Implications of the VHE Gamma-Ray Detection of the Quasar 3C279


الملخص بالإنكليزية

The MAGIC collaboration recently reported the detection of the quasar 3C279 at > 100 GeV gamma-ray energies. Here we present simultaneous optical (BVRI) and X-ray (RXTE PCA) data from the day of the VHE detection and discuss the implications of the snap-shot spectral energy distribution for jet models of blazars. A one-zone synchrotron-self-Compton origin of the entire SED, including the VHE gamma-ray emission can be ruled out. The VHE emission could, in principle, be interpreted as Compton upscattering of external radiation (e.g., from the broad-line regions).
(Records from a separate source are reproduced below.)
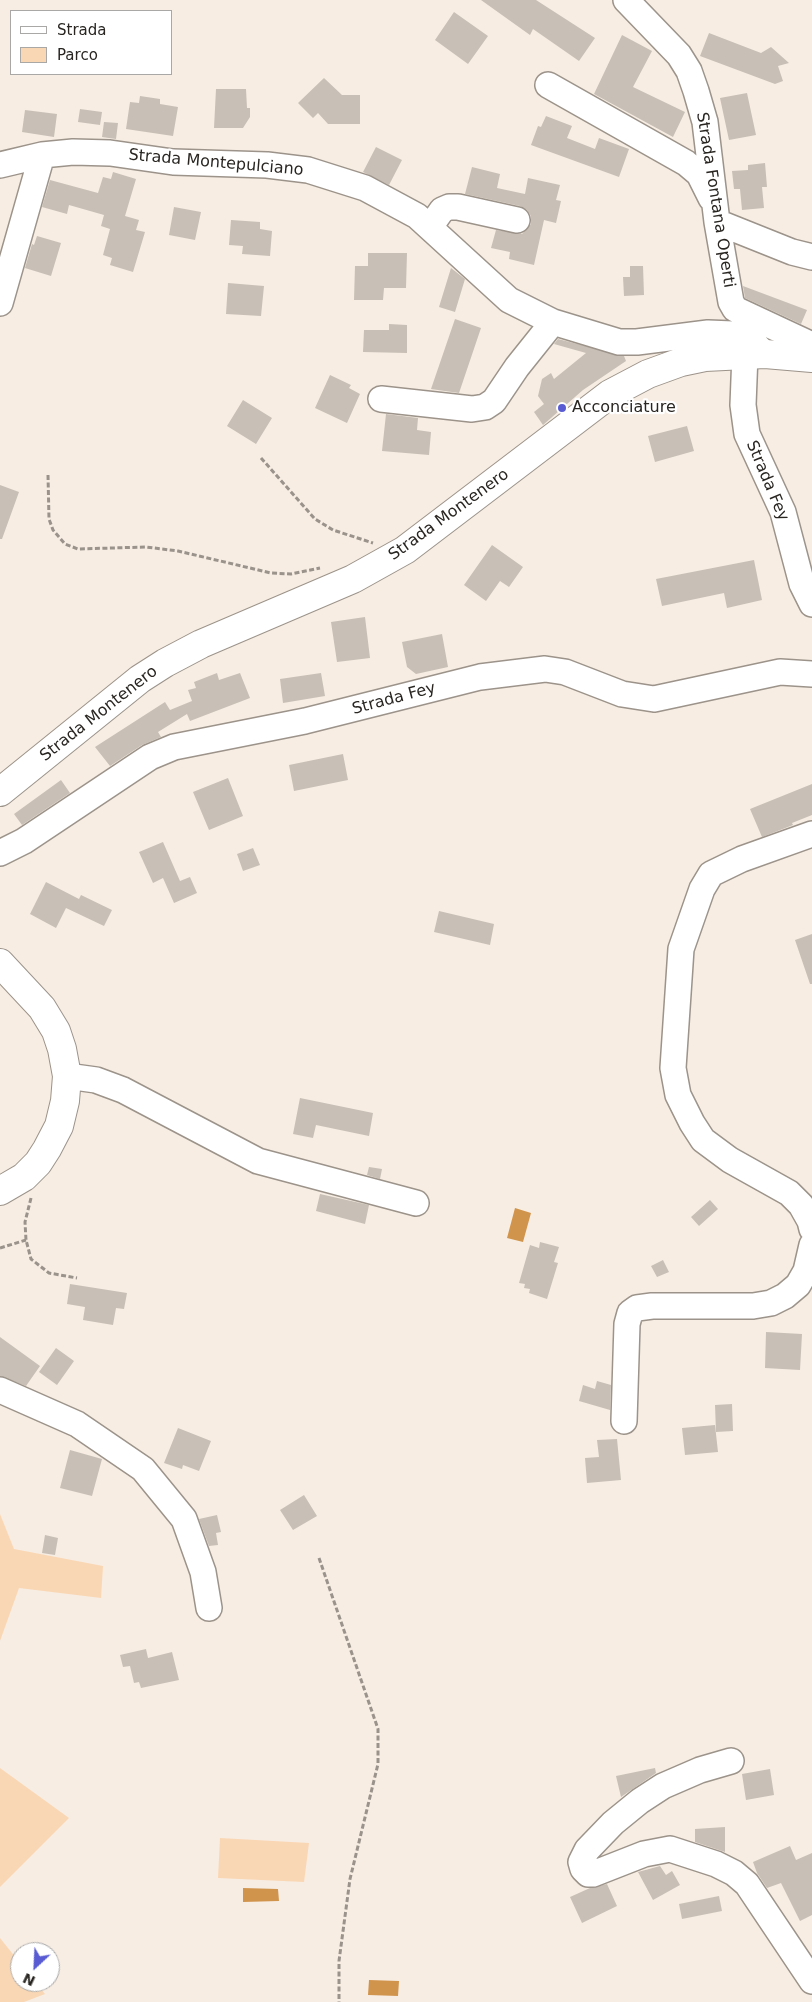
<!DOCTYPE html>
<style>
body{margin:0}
#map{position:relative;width:812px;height:2002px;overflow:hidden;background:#f7ede3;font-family:"DejaVu Sans",sans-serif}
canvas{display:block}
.legend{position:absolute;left:10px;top:10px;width:162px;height:65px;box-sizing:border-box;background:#fff;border:1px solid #a9a8a7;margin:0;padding:6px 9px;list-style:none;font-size:15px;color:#292622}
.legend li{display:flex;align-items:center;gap:10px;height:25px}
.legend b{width:25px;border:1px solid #a9a8a7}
.north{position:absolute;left:10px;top:1942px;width:50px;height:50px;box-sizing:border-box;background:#fff;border:1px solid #a9a8a7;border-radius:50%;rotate:205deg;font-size:14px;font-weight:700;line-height:20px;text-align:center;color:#292622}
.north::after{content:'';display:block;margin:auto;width:18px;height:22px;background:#585bd2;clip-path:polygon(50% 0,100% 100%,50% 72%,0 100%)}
</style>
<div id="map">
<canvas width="812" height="2002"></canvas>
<ul class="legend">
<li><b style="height:6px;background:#fff"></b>Strada</li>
<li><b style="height:14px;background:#fad7b4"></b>Parco</li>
</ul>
<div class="north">N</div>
</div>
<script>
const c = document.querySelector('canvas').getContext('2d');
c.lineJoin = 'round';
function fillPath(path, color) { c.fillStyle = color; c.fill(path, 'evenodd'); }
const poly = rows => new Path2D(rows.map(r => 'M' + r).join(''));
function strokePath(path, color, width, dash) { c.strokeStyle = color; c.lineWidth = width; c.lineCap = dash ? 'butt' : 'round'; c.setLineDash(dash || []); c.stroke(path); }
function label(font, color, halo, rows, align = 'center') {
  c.font = font + ' "DejaVu Sans",sans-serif'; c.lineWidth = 4.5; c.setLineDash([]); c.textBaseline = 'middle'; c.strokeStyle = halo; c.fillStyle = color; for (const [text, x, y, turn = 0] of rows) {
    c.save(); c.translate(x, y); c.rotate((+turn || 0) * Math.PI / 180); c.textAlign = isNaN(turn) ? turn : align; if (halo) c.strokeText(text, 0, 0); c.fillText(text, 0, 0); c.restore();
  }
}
fillPath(poly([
 [0,1514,14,1549,103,1566,101,1598,19,1588,0,1641],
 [0,1768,69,1818,0,1887],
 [220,1838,309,1843,304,1882,218,1878],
 [0,1938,20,1963,20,1982,35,1982,45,1994,24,2002,0,2002]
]), '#fad7b4');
fillPath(poly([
 [515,1208,531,1213,523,1242,507,1238],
 [243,1888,278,1889,279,1901,243,1902],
 [369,1980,399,1981,398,1996,368,1995]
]), '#d1944d');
fillPath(poly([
 [481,0,536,0,595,38,579,61,533,29,530,35],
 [454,12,488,36,468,64,435,40],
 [709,33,761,53,771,47,789,63,778,66,783,81,775,84,700,56],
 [622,35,652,51,633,87,685,112,673,137,594,94],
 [324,78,342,95,360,95,360,124,328,124,318,113,313,118,298,103],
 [216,89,246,89,247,108,250,108,250,117,243,128,214,128],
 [747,93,756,135,729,140,720,98],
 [140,96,160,99,160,104,178,107,173,136,126,129,130,102,139,103],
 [80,109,102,112,100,125,78,122],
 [25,110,57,114,54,137,22,132],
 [546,116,572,126,567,138,595,149,599,138,629,149,619,177,531,145,538,126,541,127],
 [104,122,118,123,116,139,102,137],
 [376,147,402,160,389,185,363,172],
 [765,163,767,187,762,187,764,208,742,210,740,189,734,189,732,171,748,170,748,165],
 [472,167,500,174,497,188,525,194,528,178,560,185,556,200,561,201,556,223,544,220,534,265,509,259,510,252,491,248,496,230,522,234,531,224,531,216,527,210,520,206,465,194],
 [113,172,136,179,125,216,139,220,136,230,145,232,133,272,110,265,112,258,103,255,110,229,101,226,104,215,69,205,67,214,42,207,50,180,98,193,103,177,111,179],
 [174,207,201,212,195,240,169,235],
 [231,220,260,222,260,229,272,231,270,256,242,254,243,246,229,245],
 [37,236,61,243,51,276,25,268,32,244,34,245],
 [368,253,407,253,406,288,384,288,383,300,354,300,355,266,368,266],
 [630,266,643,266,644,295,624,296,623,277,630,277],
 [451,268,465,279,455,312,439,307],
 [228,283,264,286,261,316,226,314],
 [743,286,807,310,801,324,745,298],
 [455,319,481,328,459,393,431,389],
 [389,324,407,325,407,353,363,352,364,330,389,330],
 [558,339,624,356,626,361,583,390,543,425,534,412,544,404,538,396,542,379,551,373,554,379,586,353,554,344],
 [330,375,351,385,349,388,360,394,347,423,315,408],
 [243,400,272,418,256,444,227,426],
 [386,414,418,418,417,430,431,432,429,455,382,451],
 [687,426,694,451,655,462,648,436],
 [0,485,19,492,2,539,0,539],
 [492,545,523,567,509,587,500,581,486,601,464,585],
 [754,560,762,600,727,608,724,593,662,606,656,579],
 [365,617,370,658,337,662,331,622],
 [442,634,448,667,416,674,407,667,402,642],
 [217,673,219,680,240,673,250,698,190,721,187,714,158,732,161,737,142,745,110,766,95,747,165,702,170,710,192,701,188,690,196,688,194,682],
 [321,673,325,696,283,703,280,679],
 [343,754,348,780,294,791,289,765],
 [228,778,243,816,209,830,193,792],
 [61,780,70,793,22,825,14,814],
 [812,784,812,815,792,823,793,825,762,837,750,809],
 [163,842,180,881,190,877,197,893,174,903,163,878,153,883,139,852],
 [253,848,260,865,243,871,237,854],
 [46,882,79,899,81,895,112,910,104,926,66,908,56,928,30,914],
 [439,911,494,924,490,945,434,932],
 [812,934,812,984,810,984,795,940],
 [300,1098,373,1113,369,1136,316,1125,313,1138,293,1134],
 [369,1167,382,1169,380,1179,367,1175],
 [320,1194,369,1205,365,1224,316,1211],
 [710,1200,718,1209,699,1226,691,1217],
 [540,1242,559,1247,554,1262,558,1263,547,1299,529,1293,530,1289,524,1288,525,1284,519,1283,530,1245,539,1248],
 [663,1260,669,1272,657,1277,651,1266],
 [70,1284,127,1293,124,1309,116,1308,113,1325,83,1320,85,1307,67,1304],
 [766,1332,802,1334,800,1370,765,1368],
 [0,1337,40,1366,26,1386,0,1376],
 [56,1348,74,1361,57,1385,39,1372],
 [597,1381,611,1385,610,1410,579,1401,583,1385,595,1389],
 [732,1404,733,1431,716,1432,715,1405],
 [715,1425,718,1452,685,1455,682,1428],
 [178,1428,211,1441,199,1471,183,1465,182,1469,164,1463],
 [617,1439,621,1480,587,1483,585,1458,599,1457,597,1440],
 [70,1450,102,1459,92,1496,60,1488],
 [304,1495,317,1516,293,1530,280,1510],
 [217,1515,221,1532,216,1533,218,1545,209,1546,199,1519],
 [45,1535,58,1538,55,1555,42,1553],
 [146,1649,148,1658,172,1652,179,1680,141,1688,139,1682,134,1683,130,1666,123,1667,120,1655],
 [655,1768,656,1773,621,1797,616,1776],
 [770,1769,774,1795,746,1800,742,1774],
 [725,1827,725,1852,695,1842,695,1829],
 [790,1846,796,1860,812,1853,812,1915,800,1921,781,1883,767,1888,757,1873,753,1862],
 [660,1866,666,1875,672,1871,680,1885,653,1900,638,1872],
 [607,1884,617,1906,582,1923,570,1897,590,1888],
 [719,1896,722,1911,682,1919,679,1904]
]), '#c8bfb6');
const minor = poly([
 [626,0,679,55,689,71,696,91,705,122,717,222,731,302,735,309,812,345],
 [548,85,686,163,699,174,711,198],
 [0,165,42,155,73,152,110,153,173,162,267,165,308,170,365,188,417,216,509,300,553,322,619,342,637,342,708,333,733,334,751,340,765,354],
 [717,222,792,252,812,257],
 [430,227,442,210,449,207,458,207,517,220],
 [0,303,42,155],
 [745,354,743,405,747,434,783,512,802,584,812,604],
 [381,399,472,409,485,407,494,401,517,367,553,322],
 [812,834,742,859,711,874,702,889,681,949,673,1068,678,1095,692,1123,703,1140,730,1160,789,1193,801,1205,810,1221,812,1229],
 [0,853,24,841,150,757,174,747,305,721,480,677,545,669,565,672,622,694,654,699,780,672,812,674],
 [67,1076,96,1080,123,1090,258,1161,416,1203],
 [0,1390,77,1424,143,1469,184,1519,203,1572,209,1608],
 [624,1421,627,1324,630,1313,637,1308,652,1306,753,1306,771,1303,785,1296,798,1285,806,1271,812,1245],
 [731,1761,700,1770,663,1786,640,1801,613,1823,587,1850,581,1862,583,1869,588,1874,593,1874,644,1854,670,1849,716,1864,734,1873,747,1884,812,1981]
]);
const major = poly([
 [0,792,140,679,165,663,201,644,353,579,405,550,610,394,648,374,681,362,705,357,765,354,812,358],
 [0,963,42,1008,56,1031,62,1049,67,1076,65,1101,59,1126,47,1149,38,1163,24,1177,0,1191]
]);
strokePath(minor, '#9c938a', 28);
strokePath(major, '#9c938a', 30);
strokePath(poly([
 [261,458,315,519,333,530,373,543],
 [48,475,49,519,53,530,65,544,78,549,146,547,178,551,271,573,291,574,320,568],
 [31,1198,25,1222,26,1240,31,1259,49,1273,77,1278],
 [0,1248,26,1240],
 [319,1558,378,1729,378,1764,350,1879,339,1961,339,2002]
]), '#9a938c', 3, [5, 2.5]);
strokePath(minor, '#fff', 25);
strokePath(major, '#fff', 28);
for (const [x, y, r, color] of [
 [562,408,5,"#585bd2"]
]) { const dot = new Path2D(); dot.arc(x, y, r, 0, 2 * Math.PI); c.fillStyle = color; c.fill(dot); strokePath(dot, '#fff', 2); }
label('16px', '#292622', '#fff', [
 ["Strada Montepulciano",216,163,5],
 ["Strada Fontana Operti",715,200,81],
 ["Strada Fey",767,481,67],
 ["Strada Montenero",449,515,-36],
 ["Strada Fey",394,699,-15],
 ["Strada Montenero",99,714,-38]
]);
label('16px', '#292622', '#fff', [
 ["Acconciature",572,408]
], 'left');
</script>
However, such an interpretation would require either an unusually low magnetic field of B ~ 0.03 G or an unrealistically high Doppler factor of Gamma ~ 140. In addition, such a model fails to reproduce the observed X-ray flux. This as well as the lack of correlated variability in the optical with the VHE gamma-ray emission and the substantial gamma-gamma opacity of the BLR radiation field to VHE gamma-rays suggests a multi-zone model. In particular, an SSC model with an emission region far outside the BLR reproduces the simultaneous X-ray -- VHE gamma-ray spectrum of 3C279. Alternatively, a hadronic model is capable of reproducing the observed SED of 3C279 reasonably well. However, the hadronic model requires a rather extreme jet power of L_j ~ 10^{49} erg s^{-1}, compared to a requirement of L_j ~ 2 X 10^{47} erg s^{-1} for a multi-zone leptonic model.